Toronto, Ontario – General Motors and the Canadian Auto Workers Union (CAW) have reached a tentative agreement that the union said will generate substantial cost savings for the company, while protecting current base wages and pensions, and retaining an advantage for Canadian facilities over U.S. plants.

“Our objective coming into these negotiations was to minimize the pain felt by our members and their families, while ensuring that General Motors was well-positioned to receive government assistance to remain viable,” said CAW president Ken Lewenza. “At the same time, we understand that workers didn’t cause this crisis, which was caused by the global financial meltdown and ensuing credit freeze.”

The tentative agreement must be approved by a majority of CAW members currently employed by GM in Canada, which represents approximately 10,000 workers. Members will vote on March 10 and 11.

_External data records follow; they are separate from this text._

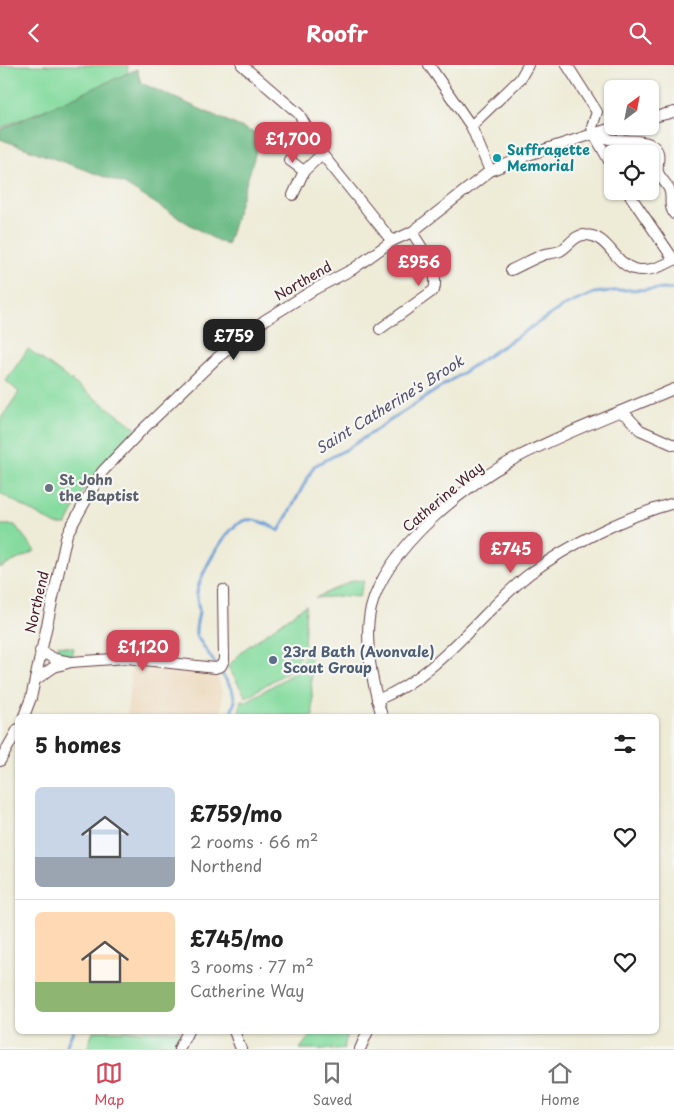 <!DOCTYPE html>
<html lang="en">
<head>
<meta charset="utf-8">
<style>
  body { margin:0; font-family:"Playpen Sans",sans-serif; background:#f2f2f2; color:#222; height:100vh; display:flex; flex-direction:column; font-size:19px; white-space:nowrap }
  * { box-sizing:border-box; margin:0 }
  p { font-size:16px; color:#767676 }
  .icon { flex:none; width:28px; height:28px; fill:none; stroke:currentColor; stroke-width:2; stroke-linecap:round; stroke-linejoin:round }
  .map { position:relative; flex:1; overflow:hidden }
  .details { position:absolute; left:15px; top:649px; width:644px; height:320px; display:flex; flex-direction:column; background:#fff; border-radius:8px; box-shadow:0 1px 4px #0004 }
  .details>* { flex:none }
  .needle { width:32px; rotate:32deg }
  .fabs { position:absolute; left:604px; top:15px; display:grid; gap:10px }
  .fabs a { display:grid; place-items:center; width:55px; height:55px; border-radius:8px; background:#fff; box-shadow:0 1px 4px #0004; font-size:25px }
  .price { position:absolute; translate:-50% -42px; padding:0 11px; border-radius:10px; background:#d1495b; color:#fff; font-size:16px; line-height:32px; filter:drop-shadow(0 1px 2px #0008) }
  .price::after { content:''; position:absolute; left:50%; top:30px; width:15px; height:11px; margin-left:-8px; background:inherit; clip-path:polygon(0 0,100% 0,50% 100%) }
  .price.on { background:#222; color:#fff }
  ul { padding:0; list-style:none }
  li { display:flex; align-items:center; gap:15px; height:125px; padding:0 20px }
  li+li { border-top:1px solid #e0e0e0 }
  li span { display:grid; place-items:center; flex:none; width:140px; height:100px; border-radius:8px; color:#555 }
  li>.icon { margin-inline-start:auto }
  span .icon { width:60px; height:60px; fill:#fffc; stroke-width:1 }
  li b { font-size:21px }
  h2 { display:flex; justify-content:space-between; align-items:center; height:60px; padding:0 20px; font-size:21px }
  header { display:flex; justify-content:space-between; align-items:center; height:65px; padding:0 20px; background:#d1495b; color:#fff; font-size:22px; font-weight:700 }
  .tabs { display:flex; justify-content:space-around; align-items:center; height:70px; border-top:1px solid #e0e0e0; background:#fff; font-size:14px; color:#767676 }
  .tabs a { display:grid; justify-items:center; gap:2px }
  .tabs .on { color:#d1495b }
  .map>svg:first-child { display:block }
  .built { fill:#ecd7ba }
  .green { fill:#85db9f; stroke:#687d65 }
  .forest { fill:#6cbb86; stroke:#5b6d58 }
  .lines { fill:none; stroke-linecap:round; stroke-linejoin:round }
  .stream { stroke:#6a9ed6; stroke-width:3 }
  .minor-casing { stroke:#633e45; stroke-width:12 }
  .minor { stroke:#fff; stroke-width:10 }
  .culture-dot { fill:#0f9aa8; stroke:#f6f6f2; stroke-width:2 }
  .worship-dot { fill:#6b7280; stroke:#f6f6f2; stroke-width:2 }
  .service-dot { fill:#5c6f8a; stroke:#f6f6f2; stroke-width:2 }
  .labels { text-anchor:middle; stroke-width:4.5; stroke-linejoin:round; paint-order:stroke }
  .culture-label { font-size:14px; font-weight:bold; fill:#0d838f; stroke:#f6f6f2; text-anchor:start }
  .street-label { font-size:14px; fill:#4a1f2b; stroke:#f6f6f2 }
  .worship-label { font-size:14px; font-weight:bold; fill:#5b616d; stroke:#f6f6f2; text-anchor:start }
  .service-label { font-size:14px; font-weight:bold; fill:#4e5e75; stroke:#f6f6f2; text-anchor:start }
  .water-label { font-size:15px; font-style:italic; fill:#57526f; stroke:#f6f6f2 }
</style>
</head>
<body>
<header><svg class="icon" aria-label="back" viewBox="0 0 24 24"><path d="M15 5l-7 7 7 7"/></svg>Roofr<svg class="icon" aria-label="search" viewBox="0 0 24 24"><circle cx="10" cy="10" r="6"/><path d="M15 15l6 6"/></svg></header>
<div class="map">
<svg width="674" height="984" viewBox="0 0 674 984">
  <rect width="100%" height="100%" fill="#f6f6f2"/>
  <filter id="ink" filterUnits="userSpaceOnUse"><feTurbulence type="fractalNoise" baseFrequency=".02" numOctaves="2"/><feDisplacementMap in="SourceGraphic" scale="10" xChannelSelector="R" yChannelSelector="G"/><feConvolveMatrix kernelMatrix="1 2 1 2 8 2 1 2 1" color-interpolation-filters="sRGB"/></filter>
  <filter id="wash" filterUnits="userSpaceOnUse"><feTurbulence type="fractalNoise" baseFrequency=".0096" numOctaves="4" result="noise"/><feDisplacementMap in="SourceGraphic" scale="20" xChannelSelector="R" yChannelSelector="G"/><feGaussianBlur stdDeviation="1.12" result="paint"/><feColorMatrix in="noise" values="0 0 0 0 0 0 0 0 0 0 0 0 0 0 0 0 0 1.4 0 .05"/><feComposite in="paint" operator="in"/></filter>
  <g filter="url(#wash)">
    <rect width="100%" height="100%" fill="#eeebd7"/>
    <path class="built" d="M 132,595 L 216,606 L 222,628 L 221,651 L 127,651 Z"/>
    <g class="green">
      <path d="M 0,0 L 128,0 L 127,11 L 0,63 Z"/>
      <path d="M 28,284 L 137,364 L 100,402 L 83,427 L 66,460 L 56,460 L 0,428 L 0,355 L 19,327 L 6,316 Z"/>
      <path d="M 0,460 L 15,460 L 35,486 L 0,503 Z"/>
      <path d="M 354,515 L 364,516 L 359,532 L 346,531 L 315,533 Z"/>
      <path d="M 306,540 L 304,585 L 290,605 L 246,632 L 228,602 L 242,586 Z"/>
      <path d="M 58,580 L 74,583 L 72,591 L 57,588 Z"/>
      <path d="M 307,588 L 310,588 L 313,651 L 239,651 L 241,635 L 247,636 L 292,609 Z"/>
      <path d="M 93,966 L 181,966 L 173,984 L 87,984 Z"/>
      <path d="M 313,966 L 347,968 L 344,984 L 300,984 Z"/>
    </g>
    <path class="forest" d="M 137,4 L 141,18 L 261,71 L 227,180 L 207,170 L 124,119 L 0,74 L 0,65 Z"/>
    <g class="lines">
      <g class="stream">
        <path d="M 230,651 L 235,636 L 232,624 L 196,570 C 195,562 198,555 199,547 C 199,541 196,534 197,528 C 199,510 228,458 246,455 C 258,453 269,460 279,466 L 314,401 L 347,384 L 562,242 L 594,228 L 622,225 L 674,224"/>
        <path d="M 65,984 L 73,966"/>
      </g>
    </g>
  </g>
  <g filter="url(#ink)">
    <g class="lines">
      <defs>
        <g id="minor">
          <path d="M 242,0 L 299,49 L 322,89 L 392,176"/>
          <path d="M 429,0 L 471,61 L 490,106"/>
          <path d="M 567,0 L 597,47 L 592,62 L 594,69 L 612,101"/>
          <path d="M 650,53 L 674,47"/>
          <path d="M 471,61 L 520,14 L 528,0"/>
          <path d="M 594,69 C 616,80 634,72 650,79 C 664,86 656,97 658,107 C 660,114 669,120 670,127 C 672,137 668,139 674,149"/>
          <path d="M 289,95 L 304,106"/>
          <path d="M 627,126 L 674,195"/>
          <path d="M 293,130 L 304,106 L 322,89"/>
          <path d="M 511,205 C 522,200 534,193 545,189 C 550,188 555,188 560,186 C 569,181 575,169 585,170 C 619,170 614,228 674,195"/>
          <path d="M 380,264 L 434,225 C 440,205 422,184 412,167"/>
          <path d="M 619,347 L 627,351 L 640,365 L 674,380"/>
          <path d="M 71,597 L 127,593 L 215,603 L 221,601 L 224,595 L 223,525"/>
          <path d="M 35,615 L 54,602 L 71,597 L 55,594 L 40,586"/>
          <path d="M 377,635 C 440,610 477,551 528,510 C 568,480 626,451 674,438"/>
          <path d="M 24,651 L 31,633 L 67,469 L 102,407 L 138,369 L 217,293 L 265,255 L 315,224 L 353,204 L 392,176 L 412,167 L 490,106 L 531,89 L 618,61"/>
          <path d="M 382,651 C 373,622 363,574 371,543 C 386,483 465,420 518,392 C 568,366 622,346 674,324"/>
          <path d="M 0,696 L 18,664"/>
          <path d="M 234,966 L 241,984"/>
          <path d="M 179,984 L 188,966"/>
          <path d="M 360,984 L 368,966"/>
        </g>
      </defs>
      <use href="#minor" class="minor-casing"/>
      <use href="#minor" class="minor"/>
    </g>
  </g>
  <circle class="culture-dot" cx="497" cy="93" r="5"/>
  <circle class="worship-dot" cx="49" cy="423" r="5"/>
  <circle class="service-dot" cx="273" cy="595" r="5"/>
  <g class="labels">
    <g class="culture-label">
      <text x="507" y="90">Suffragette<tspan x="507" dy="16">Memorial</tspan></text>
    </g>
    <g class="street-label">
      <text transform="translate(303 216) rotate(-30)" y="5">Northend</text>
      <text transform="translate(443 432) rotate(-40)" y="5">Catherine Way</text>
      <text transform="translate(37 537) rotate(-77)" y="5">Northend</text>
    </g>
    <g class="worship-label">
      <text x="59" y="420">St John<tspan x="59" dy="16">the Baptist</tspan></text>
    </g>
    <g class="service-label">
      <text x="283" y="592">23rd Bath (Avonvale)<tspan x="283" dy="16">Scout Group</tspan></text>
    </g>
    <g class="water-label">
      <text transform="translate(390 340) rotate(-32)" y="5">Saint Catherine's Brook</text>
    </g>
  </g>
</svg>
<div class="fabs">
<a><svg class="needle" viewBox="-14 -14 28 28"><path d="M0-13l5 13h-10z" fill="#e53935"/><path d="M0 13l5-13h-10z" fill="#767676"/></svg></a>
<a><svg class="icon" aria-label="locate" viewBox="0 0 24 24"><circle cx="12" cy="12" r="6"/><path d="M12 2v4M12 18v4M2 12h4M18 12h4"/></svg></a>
</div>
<b class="price" style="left:293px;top:99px">£1,700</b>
<b class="price" style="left:419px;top:222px">£956</b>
<b class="price on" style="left:234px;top:296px">£759</b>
<b class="price" style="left:511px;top:509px">£745</b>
<b class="price" style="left:143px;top:607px">£1,120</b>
<section class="details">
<h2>5 homes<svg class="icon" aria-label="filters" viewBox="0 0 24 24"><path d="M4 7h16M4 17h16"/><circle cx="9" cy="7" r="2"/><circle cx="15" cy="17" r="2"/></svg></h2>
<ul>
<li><span style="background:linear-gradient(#c9d6e8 70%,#9aa5b1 0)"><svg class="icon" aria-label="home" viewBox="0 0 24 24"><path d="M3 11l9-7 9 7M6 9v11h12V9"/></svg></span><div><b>£759/mo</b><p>2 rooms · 66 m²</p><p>Northend</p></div><svg class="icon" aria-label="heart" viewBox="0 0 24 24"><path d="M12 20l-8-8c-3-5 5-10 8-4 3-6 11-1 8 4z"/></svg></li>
<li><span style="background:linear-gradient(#ffd9b3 70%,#8fb573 0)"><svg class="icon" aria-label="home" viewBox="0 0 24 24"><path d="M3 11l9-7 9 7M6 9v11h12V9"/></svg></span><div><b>£745/mo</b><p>3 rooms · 77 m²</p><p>Catherine Way</p></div><svg class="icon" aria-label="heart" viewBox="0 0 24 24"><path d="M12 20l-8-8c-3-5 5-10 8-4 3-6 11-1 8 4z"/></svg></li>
</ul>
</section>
</div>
<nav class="tabs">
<a class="on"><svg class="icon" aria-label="map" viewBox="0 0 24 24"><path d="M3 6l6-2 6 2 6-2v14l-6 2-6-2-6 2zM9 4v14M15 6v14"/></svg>Map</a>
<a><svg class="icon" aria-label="saved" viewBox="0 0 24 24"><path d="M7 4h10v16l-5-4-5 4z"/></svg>Saved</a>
<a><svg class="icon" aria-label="home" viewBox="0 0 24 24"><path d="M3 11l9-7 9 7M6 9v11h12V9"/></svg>Home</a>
</nav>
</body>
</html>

The agreement is contingent on the company receiving government financial assistance and recommitting to a proportional Canadian manufacturing presence, including specific product commitments in GM’s respective plants. Major features of the tentative contract include:

– The existing CAW-GM contract, which was signed last year, is now extended one additional year, with an expiration of September 2012.

– Base wages are frozen for the remainder of the contract, and quarterly cost of living adjustments for wages are suspended until almost the end of the contract, coming back into effect in June 2012.

– There will be no annual cost of living adjustments to pensions in this contract.

– Paid time off is reduced by an additional 40 hours per year, in addition to the 40-hour reduction in annual vacation pay already implemented, beginning in 2009.

– An annual $1,700 special bonus payment is diverted to help offset the cost of retiree health care benefits.

– Expenses for union-sponsored programs are reduced by about one-third, including training, child care facilities, wellness programs, and national coordinators.

– Significant changes are made to a range of health and non-wage benefits, including a new monthly co-pay premium, which will collect $30 per month from active workers and pensioners under 65, and $15 per month from pensioners over 65 and surviving spouses. Other health benefits affected by reduced caps or increased co-pays include dental, long-term care, life insurance and tuition benefits.

“Together, these changes represent a major sacrifice by our active members and retirees,” Lewenza said. “They will reduce active hourly labour costs by several dollars per hour, reinforcing Canada’s investment advantage relative to U.S. facilities. And they will significantly reduce the company’s legacy costs associated with pension liabilities and retiree health benefits. We committed that the CAW would be part of the solution to this crisis, and we have done just that. But we fully understand that the industry will not be secure until governments confirm a financial assistance package for the industry, and until consumers start buying vehicles again.”

In a statement, General Motors of Canada said that the agreement marks a positive further step in GM Canada’s Restructuring Plan submitted to the Ontario and federal governments in February. “We compliment the CAW for their leadership to share sacrifices in these extremely challenging economic times,” the statement read. “GM Canada is committed to ensuring a viable, leaner and greener business for the future, which will allow us to continue providing high quality, fuel-efficient cars and trucks for our loyal customers.”

The CAW said that it will meet with another domestic auto company later this week, but would not specify if Ford or Chrysler would be first.